Prominent CoE convert warns of synodal dangers

Prominent CoE convert warns of synodal dangers Former Anglican Bishop Michael Nazir-Ali speaks at an event. Photo: CNS

A former Anglican bishop of Rochester who converted to Catholicism late last year has warned against the danger of viewing the synod as a “democratic process”.

Speaking to The Irish Catholic newspaper, Dr Michael Nazir-Ali said that the Anglican communion has sometimes been “misled” by this kind of thinking and that while consulting laity and clergy is fine, bishops must make sure to “effectively exercise their teaching authority”.

Once considered a possible future archbishop of Canterbury, Dr Nazir-Ali was received into the Catholic Church last September and granted the title of ‘monsignor’. Msgr Nazir-Ali said that the Church of England suffered for lack of a universal primate who could exercise teaching authority.

Example

“Just to give a recent example, the Church of England about a year ago I think published a 500-page document called ‘Living in Love and Faith’ on sexual identity and so on and sexual relationships and so on…it didn’t in the end say what the Church taught, it just gave you a variety of opinion. But secondly, the variety of opinion that was given clearly could be seen as having a drift in a particular direction.

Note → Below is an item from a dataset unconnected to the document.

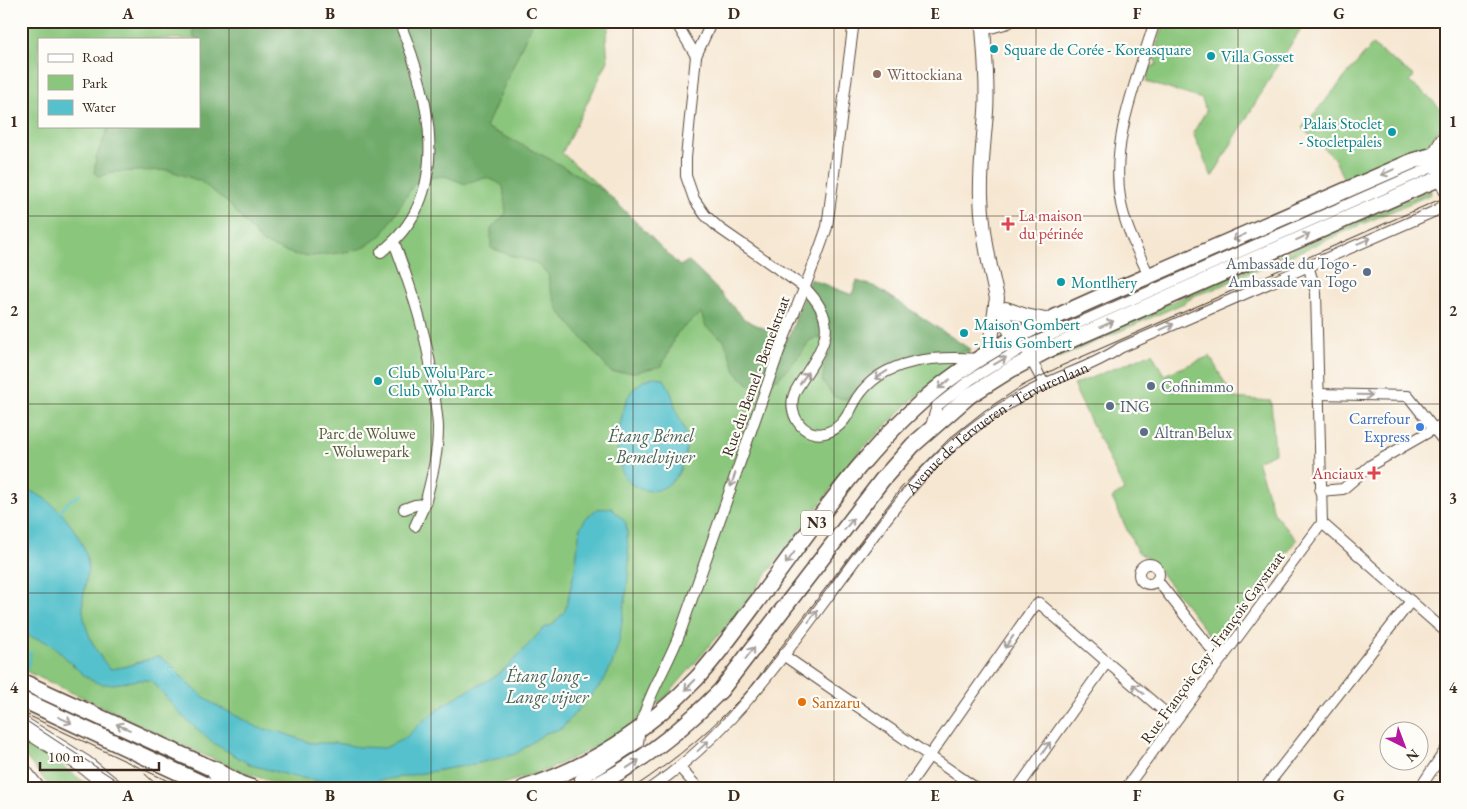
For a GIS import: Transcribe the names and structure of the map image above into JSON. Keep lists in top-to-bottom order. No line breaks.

“A few weeks later, the Vatican, I mean, Pope Francis with the CDF’s assistance, issued a two-page statement saying that the Church could not bless same-sex unions because it’s contrary to Scripture and the unanimous teaching of the Church down the ages.

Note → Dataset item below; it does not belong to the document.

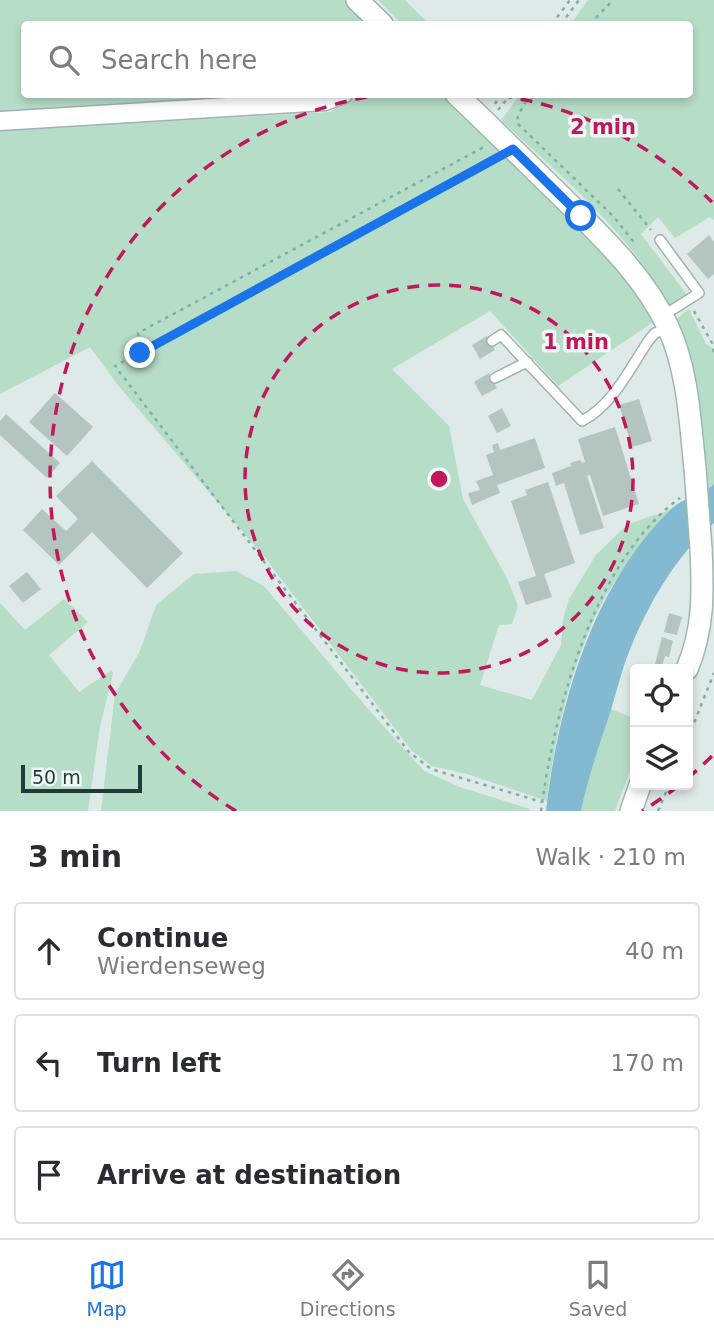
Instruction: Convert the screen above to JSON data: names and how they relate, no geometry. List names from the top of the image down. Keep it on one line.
{"scale_bar":"50 m","page":{"search":"Search here","scale":"50 m","heading":["3 min","Walk · 210 m"],"list":[["Continue","Wierdenseweg","40 m"],["Turn left","170 m"],"Arrive at destination"],"nav":["Map","Directions","Saved"]},"rings":["2 min","1 min"]}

“There is a time for exploration and there is a time to say, ‘This is what the Church teaches about a particular subject’,” he said.

Useful forms of Church consultation can include focus groups and surveys, rather than voting, as is being implemented in the German Synodaler Weg, Msgr Nazir-Ali said.

“I think that is a danger, that people may think that, well, if we’re being asked, something will be done. So, I think the synod and the Pope shouldn’t leave things just hanging in the air now as has sometimes happened in the past after synods, that something definitive will need to be said because the Faithful are expecting something definitive to be said.”